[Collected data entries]
* * *
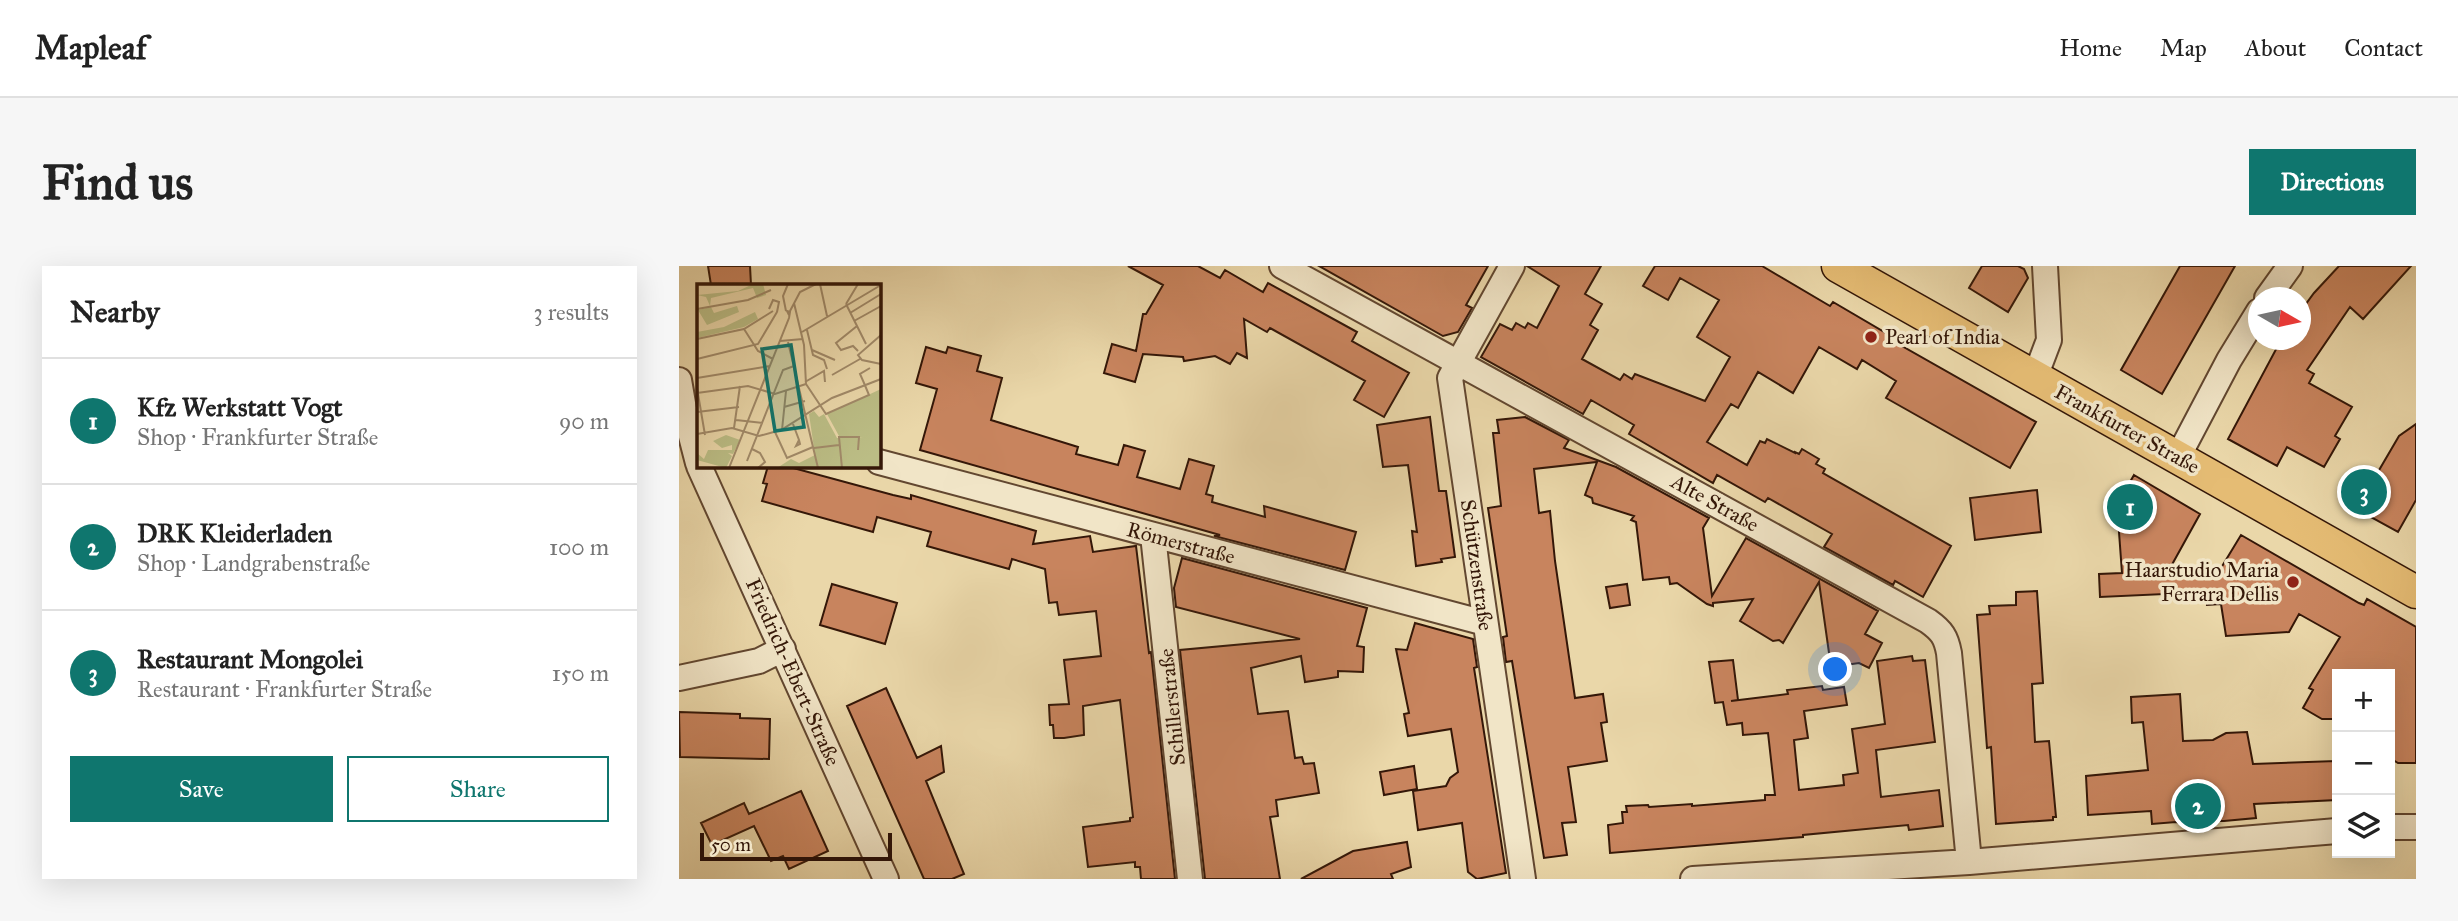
<!DOCTYPE html>
<html lang="en">
<head>
<meta charset="utf-8">
<style>
	body { margin:0; font-family:"IM FELL Great Primer",serif; background:#f6f6f6; color:#222 }
	.controls { position:absolute; right:21px; bottom:21px; display:grid; overflow:hidden; border-radius:0px; box-shadow:0 7px 28px #0002 }
	.controls button { width:63px; height:63px; display:grid; place-items:center; padding:0; border:0; border-bottom:2px solid #e0e0e0; background:#fff; color:#222; font:35px sans-serif }
	.compass { position:absolute; left:1569px; top:21px; width:63px; height:63px; border-radius:50%; background:#fff; box-shadow:0 7px 28px #0002; rotate:99deg }
	.scale { position:absolute; left:21px; bottom:18px; width:192px; box-sizing:border-box; padding-left:7px; border:4px solid #341708; border-top:0; font-size:19px; line-height:24px; white-space:nowrap; color:#341708; -webkit-text-stroke:5px #f1e5c7; paint-order:stroke }
	.you { position:absolute; left:1157px; top:404px; width:24px; height:24px; margin:-18px; border:5px solid #fff; border-radius:50%; background:#1a73e8; box-shadow:0 0 0 10px #1a73e833 }
	.badge { display:grid; place-items:center; width:46px; height:46px; border-radius:50%; background:#0f766e; color:#fff; font-size:23px; font-weight:700 }
	.pin { position:absolute; translate:-50% -50%; border:4px solid #fff; box-shadow:0 2px 7px #0006 }
	.list { margin:0; padding:0; list-style:none }
	h2 { display:flex; justify-content:space-between; align-items:center; height:91px; margin:0; padding:0 28px; font-size:30px }
	h2 small { font-size:23px; font-weight:400; color:#767676 }
	.list li { display:grid; grid-template-columns:46px 1fr auto; gap:21px; align-items:center; box-sizing:border-box; height:126px; padding:0 28px; border-top:2px solid #e0e0e0 }
	.list b { display:block; font-size:26px; white-space:nowrap }
	.list p { margin:0; font-size:23px; white-space:nowrap; color:#767676 }
	.list em { font-size:23px; font-style:normal; color:#767676 }
	.actions { display:flex; gap:14px; padding:21px 28px }
	.actions a { flex:1; padding:16px 0; border:2px solid #0f766e; border-radius:0px; text-align:center; font-size:24px; color:#0f766e }
	.actions .main { background:#0f766e; color:#fff }
	.icon { flex:none; width:38px; height:38px; fill:none; stroke:currentColor; stroke-width:2; stroke-linecap:round; stroke-linejoin:round }
	.map { position:relative; flex:none; width:1737px; height:613px; overflow:hidden; border-radius:0px }
	header { display:flex; align-items:center; gap:42px; box-sizing:border-box; height:98px; padding:0 35px; background:#fff; border-bottom:2px solid #e0e0e0 }
	header strong { font-size:33px }
	nav { display:flex; gap:38px; margin-inline-start:auto; font-size:24px }
	.intro { display:flex; align-items:center; justify-content:space-between; box-sizing:border-box; height:168px; padding:0 42px }
	h1 { margin:0; font-size:49px }
	.button { padding:18px 32px; border-radius:0px; background:#0f766e; color:#fff; font-size:24px; font-weight:700 }
	main { display:flex; gap:42px; padding:0 42px }
	aside { flex:1; background:#fff; border-radius:0px; box-shadow:0 7px 28px #0002 }
	.map>svg:first-child { display:block }
	.building { fill:#c8845e; stroke:#341708; stroke-width:2 }
	.lines { fill:none; stroke-linecap:round; stroke-linejoin:round }
	.minor-casing { stroke:#624730; stroke-width:28 }
	.major-casing { stroke:#341708; stroke-width:35 }
	.minor { stroke:#f1e5c7; stroke-width:24 }
	.major { stroke:#e5bc74; stroke-width:32 }
	.poi-dot { fill:#8f2418; stroke:#f1e5c7; stroke-width:2.5 }
	.labels { text-anchor:middle; dominant-baseline:central; stroke-width:7; stroke-linejoin:round; paint-order:stroke }
	.poi-label { font-size:21px; fill:#341708; stroke:#f1e5c7; text-anchor:start }
	.street-label { font-size:21px; fill:#341708; stroke:#f1e5c7 }
	.inset-road { fill:none; stroke:#a18a69; stroke-width:2 }
	.view { fill:#0f766e; fill-opacity:0.15; stroke:#0f766e; stroke-width:3.5 }
	.inset-edge { fill:none; stroke:#341708; stroke-width:3.5 }
</style>
</head>
<body>
<header>
<strong>Mapleaf</strong>
<nav><a>Home</a><a>Map</a><a>About</a><a>Contact</a></nav>
</header>
<div class="intro"><h1>Find us</h1><a class="button">Directions</a></div>
<main>
<aside>
<h2>Nearby<small>3 results</small></h2>
<ul class="list">
<li><span class="badge">1</span><div><b>Kfz Werkstatt Vogt</b><p>Shop · Frankfurter Straße</p></div><em>90 m</em></li>
<li><span class="badge">2</span><div><b>DRK Kleiderladen</b><p>Shop · Landgrabenstraße</p></div><em>100 m</em></li>
<li><span class="badge">3</span><div><b>Restaurant Mongolei</b><p>Restaurant · Frankfurter Straße</p></div><em>150 m</em></li>
</ul>
<div class="actions"><a class="main">Save</a><a>Share</a></div>
</aside>
<div class="map">
<svg width="1737" height="613" viewBox="0 0 1737 613">
	<rect width="100%" height="100%" fill="#ead7a9"/>
	<filter id="stains"><feTurbulence type="fractalNoise" baseFrequency=".00286" numOctaves="4"/><feColorMatrix values="0 0 0 0 .2 0 0 0 0 .09 0 0 0 0 .02 0 0 0 .5 -.17"/></filter>
	<radialGradient id="worn" r=".72"><stop offset=".6" stop-color="#630" stop-opacity="0"/><stop offset="1" stop-color="#630" stop-opacity=".3"/></radialGradient>
	<path class="building" d="M 29,0 L 71,0 L 72,19 L 32,19 Z
		M 449,0 L 519,0 L 541,12 L 546,4 L 584,26 L 589,17 L 678,66 L 673,75 L 730,107 L 705,151 L 675,134 L 686,115 L 591,62 L 588,66 L 565,53 L 568,92 L 558,87 L 551,98 L 536,90 L 505,95 L 504,91 L 464,88 L 456,116 L 425,107 L 433,78 L 457,85 L 464,48 L 467,48 L 484,19 Z
		M 640,0 L 809,0 L 787,39 L 793,42 L 779,66 L 764,70 Z
		M 848,0 L 922,0 L 906,28 L 923,38 L 911,59 L 919,64 L 903,93 L 941,114 L 945,108 L 953,113 L 956,108 L 1026,135 L 1051,91 L 1018,71 L 1040,34 L 1001,12 L 989,34 L 964,20 L 976,0 L 1083,0 L 1151,40 L 1154,36 L 1217,73 L 1216,76 L 1357,156 L 1331,202 L 1207,132 L 1217,115 L 1183,94 L 1178,103 L 1140,81 L 1114,127 L 1079,106 L 1059,142 L 1052,138 L 1028,176 L 1068,199 L 1081,175 L 1086,177 L 1088,173 L 1116,187 L 1116,186 L 1120,188 L 1123,183 L 1140,193 L 1137,198 L 1146,203 L 1144,207 L 1272,280 L 1244,331 L 1216,315 L 1214,319 L 1145,281 L 1153,268 L 1089,232 L 1086,236 L 1038,209 L 1034,217 L 950,168 L 955,159 L 912,134 L 904,148 L 802,91 L 821,58 L 833,64 L 837,57 L 846,62 L 849,57 L 858,62 L 880,20 Z
		M 1303,0 L 1339,0 L 1345,3 L 1349,12 L 1329,46 L 1290,22 Z
		M 1501,0 L 1556,0 L 1483,128 L 1442,104 Z
		M 1660,0 L 1732,0 L 1684,53 L 1671,41 L 1628,104 L 1635,108 L 1630,117 L 1673,141 L 1656,170 L 1661,173 L 1645,201 L 1608,181 L 1598,200 L 1549,173 L 1602,74 L 1621,74 L 1621,46 L 1635,27 Z
		M 247,81 L 267,87 L 269,81 L 302,90 L 298,105 L 323,112 L 312,154 L 399,181 L 397,188 L 439,199 L 445,179 L 466,185 L 458,211 L 501,223 L 510,193 L 535,200 L 527,228 L 534,230 L 533,236 L 586,251 L 585,240 L 677,266 L 666,304 L 535,270 L 541,269 L 241,184 L 258,123 L 237,117 Z
		M 751,151 L 760,225 L 767,225 L 776,291 L 762,293 L 763,296 L 737,300 L 733,265 L 738,266 L 729,199 L 704,201 L 698,159 Z
		M 846,151 L 890,174 L 885,182 L 937,201 L 1030,252 L 1024,262 L 1033,330 L 1067,272 L 1199,345 L 1186,368 L 1203,377 L 1190,402 L 1180,397 L 1152,401 L 1140,316 L 1104,377 L 1100,374 L 1094,375 L 1061,355 L 1074,333 L 1034,337 L 1034,340 L 1028,338 L 998,317 L 991,318 L 990,311 L 964,314 L 957,256 L 952,254 L 955,250 L 914,237 L 913,232 L 906,229 L 918,196 L 855,203 L 860,247 L 871,245 L 876,295 L 896,432 L 924,428 L 928,456 L 922,457 L 928,495 L 889,501 L 897,556 L 883,557 L 888,589 L 865,592 L 833,395 L 827,396 L 824,371 L 828,370 L 809,242 L 822,240 L 814,167 L 820,167 L 818,154 Z
		M 1737,158 L 1737,234 L 1719,266 L 1670,239 L 1688,206 L 1696,211 L 1720,170 Z
		M 89,200 L 107,200 L 214,229 L 232,233 L 232,229 L 347,262 L 357,265 L 354,278 L 411,270 L 414,286 L 457,280 L 470,387 L 472,386 L 496,613 L 462,613 L 461,601 L 456,601 L 456,596 L 409,601 L 404,561 L 451,555 L 451,552 L 454,551 L 441,434 L 404,440 L 405,469 L 385,472 L 375,472 L 374,459 L 371,459 L 370,439 L 390,438 L 385,394 L 422,390 L 417,345 L 380,349 L 378,336 L 370,337 L 366,303 L 333,293 L 330,303 L 248,280 L 252,266 L 198,251 L 194,266 L 83,235 L 88,218 L 84,217 Z
		M 1455,209 L 1521,248 L 1490,304 L 1542,302 L 1562,269 L 1680,337 L 1685,339 L 1688,333 L 1737,361 L 1737,497 L 1719,497 L 1711,492 L 1711,408 L 1658,408 L 1658,453 L 1643,453 L 1624,442 L 1634,424 L 1630,422 L 1661,371 L 1620,348 L 1610,366 L 1547,370 L 1542,338 L 1528,339 L 1529,326 L 1421,331 L 1420,308 L 1443,307 L 1438,239 Z
		M 1358,224 L 1362,266 L 1296,274 L 1291,232 Z
		M 503,292 L 688,342 L 678,380 L 685,381 L 684,406 L 659,405 L 659,411 L 626,416 L 622,390 L 572,402 L 579,448 L 609,445 L 616,492 L 623,491 L 625,498 L 635,497 L 640,527 L 597,534 L 599,550 L 591,551 L 601,613 L 526,613 L 501,384 L 621,373 L 497,341 L 495,322 Z
		M 153,318 L 218,337 L 206,378 L 141,359 Z
		M 948,318 L 951,339 L 931,342 L 927,321 Z
		M 1358,325 L 1364,417 L 1353,418 L 1356,476 L 1370,475 L 1377,551 L 1374,551 L 1374,554 L 1317,558 L 1312,481 L 1308,482 L 1298,349 L 1311,348 L 1310,340 L 1337,339 L 1337,326 Z
		M 736,357 L 794,373 L 798,401 L 795,402 L 827,607 L 798,613 L 789,606 L 783,557 L 739,564 L 734,525 L 767,520 L 771,512 L 779,506 L 772,463 L 729,470 L 725,448 L 730,447 L 717,383 L 728,384 Z
		M 1233,390 L 1234,395 L 1246,394 L 1256,476 L 1197,484 L 1202,531 L 1260,524 L 1264,560 L 1230,564 L 1229,559 L 1124,569 L 1124,571 L 931,587 L 929,559 L 944,557 L 943,546 L 948,546 L 947,540 L 969,539 L 970,541 L 1013,538 L 1013,540 L 1086,534 L 1086,529 L 1096,529 L 1089,467 L 1064,469 L 1063,457 L 1048,459 L 1044,436 L 1036,437 L 1030,396 L 1054,394 L 1059,434 L 1052,435 L 1109,428 L 1108,424 L 1143,420 L 1144,424 L 1165,421 L 1168,439 L 1125,445 L 1129,472 L 1115,474 L 1120,524 L 1165,519 L 1164,509 L 1179,507 L 1173,463 L 1206,458 L 1198,395 Z
		M 207,422 L 238,492 L 262,480 L 265,506 L 247,515 L 285,608 L 273,613 L 245,613 L 168,440 Z
		M 1501,428 L 1504,475 L 1534,474 L 1547,467 L 1568,466 L 1574,498 L 1657,495 L 1658,534 L 1575,538 L 1577,552 L 1545,555 L 1527,555 L 1509,558 L 1497,556 L 1473,558 L 1472,545 L 1409,549 L 1407,510 L 1469,504 L 1464,456 L 1453,457 L 1452,431 Z
		M 0,446 L 61,448 L 61,452 L 91,453 L 90,493 L 1,491 Z
		M 735,500 L 738,523 L 705,529 L 701,506 Z
		M 122,525 L 149,585 L 110,603 L 104,590 L 92,595 L 75,560 L 33,579 L 22,557 L 65,537 L 70,548 Z
		M 728,576 L 732,601 L 712,608 L 714,613 L 622,613 L 674,585 Z"/>
	<g class="lines">
		<g class="minor-casing">
			<path id="minor" d="M 603,0 L 1249,355 C 1263,365 1267,371 1270,387 L 1290,596
				M 833,0 L 771,112 L 844,613
				M 1588,32 L 1611,0
				M 1356,111 L 1370,74 L 1366,0
				M 0,114 L 5,143 L 19,197
				M 1499,191 L 1550,94 L 1580,45
				M 200,196 L 806,357
				M 20,200 L 207,613
				M 474,269 L 511,613
				M 0,412 L 80,395 L 104,383
				M 1711,561 L 1737,561
				M 1014,613 L 1290,596 L 1658,565"/>
		</g>
		<g class="major-casing">
			<path id="major" d="M 1159,0 L 1737,326"/>
		</g>
		<use href="#minor" class="minor"/>
		<use href="#major" class="major"/>
	</g>
	<g class="poi-dot">
		<circle cx="1192" cy="71" r="7"/>
		<circle cx="1614" cy="316" r="7"/>
	</g>
	<g class="labels">
		<g class="poi-label">
			<text x="1206" y="71">Pearl of India</text>
			<text x="1600" y="304" text-anchor="end">Haarstudio Maria<tspan x="1600" dy="24">Ferrara Dellis</tspan></text>
		</g>
		<g class="street-label">
			<text transform="translate(1448 163) rotate(29)">Frankfurter Straße</text>
			<text transform="translate(1036 237) rotate(29)">Alte Straße</text>
			<text transform="translate(502 277) rotate(15)">Römerstraße</text>
			<text transform="translate(798 299) rotate(82)">Schützenstraße</text>
			<text transform="translate(114 406) rotate(66)">Friedrich-Ebert-Straße</text>
			<text transform="translate(493 441) rotate(-96)">Schillerstraße</text>
		</g>
	</g>
	<g transform="translate(18 18)">
		<rect width="184" height="184" fill="#ead7a9"/>
		<path d="M 56,0 L 66,0 L 69,11 L 60,14 L 56,4 L 14,14 L 13,22 L 9,13 L 0,11 L 41,7 ZM 40,22 L 42,28 L 10,41 L 1,26 L 14,23 L 17,29 ZM 58,28 L 61,35 L 47,43 L 0,54 L 0,48 L 27,43 ZM 184,105 L 184,184 L 80,184 L 94,175 L 102,179 L 118,171 L 112,130 L 117,127 L 122,133 L 127,130 L 140,154 L 166,154 L 142,152 L 130,130 ZM 29,151 L 43,156 L 36,170 L 31,169 L 35,172 L 29,184 L 0,176 L 0,169 L 7,175 L 11,166 L 35,166 L 35,161 L 25,164 L 16,157 Z" fill="#bbbd85"/>
		<path class="inset-road" d="M 123,0 L 130,32M 97,19 L 107,61 L 109,100 L 129,130 L 172,111 L 167,99M 149,20 L 169,60M 149,20 L 161,0M 0,25 L 51,16 L 74,6M 72,25 L 76,16 L 82,18 L 80,28M 89,27 L 86,12 L 91,0M 93,27 L 103,8 L 119,0M 153,29 L 184,10M 157,37 L 184,22M 160,42 L 139,59 L 144,66 L 156,62 L 161,67M 47,45 L 61,67 L 76,75M 110,46 L 116,71 L 127,76 L 130,85M 105,48 L 184,1M 184,51 L 161,71 L 165,76 L 184,80M 0,55 L 47,45 L 76,27M 83,57 L 106,55M 91,58 L 121,184M 115,66 L 138,76M 0,75 L 61,60 L 80,28M 135,91 L 163,75M 0,94 L 73,82M 108,98 L 127,87 L 128,98M 167,99 L 163,90 L 173,84M 0,104 L 8,151M 0,109 L 51,102 L 78,110 L 109,100M 87,123 L 108,117M 0,128 L 42,123M 39,136 L 66,139M 96,140 L 102,156 L 99,162 L 103,160 L 102,156M 37,144 L 43,102M 85,146 L 89,107M 78,148 L 90,174 L 116,163M 0,150 L 35,144 L 62,152 L 84,146 L 135,114 L 184,95M 117,164 L 142,161M 55,165 L 63,169 L 68,178 L 61,184M 50,177 L 86,86 L 97,82M 32,184 L 92,34 L 93,28 L 90,27 L 92,31M 145,184 L 142,153 L 162,153 L 161,166"/>
		<path class="view" d="M 94,61 L 107,143 L 78,147 L 65,65 Z"/>
		<rect width="184" height="184" class="inset-edge"/>
	</g>
	<rect width="100%" height="100%" filter="url(#stains)"/>
	<rect width="100%" height="100%" fill="url(#worn)"/>
</svg>
<div class="controls">
<button>+</button>
<button>−</button>
<button><svg class="icon" aria-label="layers" viewBox="0 0 24 24"><path d="M12 4l9 5-9 5-9-5zM3 14l9 5 9-5"/></svg></button>
</div>
<svg class="compass" viewBox="-18 -18 36 36"><path d="M0-13l5 13h-10z" fill="#e53935"/><path d="M0 13l5-13h-10z" fill="#767676"/></svg>
<div class="scale">50 m</div>
<div class="you"></div>
<div class="pin badge" style="left:1451px;top:241px">1</div>
<div class="pin badge" style="left:1519px;top:540px">2</div>
<div class="pin badge" style="left:1685px;top:226px">3</div>
</div>
</main>
</body>
</html>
* * *
### What you should do
Proceeding from the line containing "M 948,318 L 951,339 L 931,342 L 927,321 Z" through the line containing "M 736,357 L", transcribe the lines above exactly, both end lines included.

### Task response
		M 948,318 L 951,339 L 931,342 L 927,321 Z
		M 1358,325 L 1364,417 L 1353,418 L 1356,476 L 1370,475 L 1377,551 L 1374,551 L 1374,554 L 1317,558 L 1312,481 L 1308,482 L 1298,349 L 1311,348 L 1310,340 L 1337,339 L 1337,326 Z
		M 736,357 L 794,373 L 798,401 L 795,402 L 827,607 L 798,613 L 789,606 L 783,557 L 739,564 L 734,525 L 767,520 L 771,512 L 779,506 L 772,463 L 729,470 L 725,448 L 730,447 L 717,383 L 728,384 Z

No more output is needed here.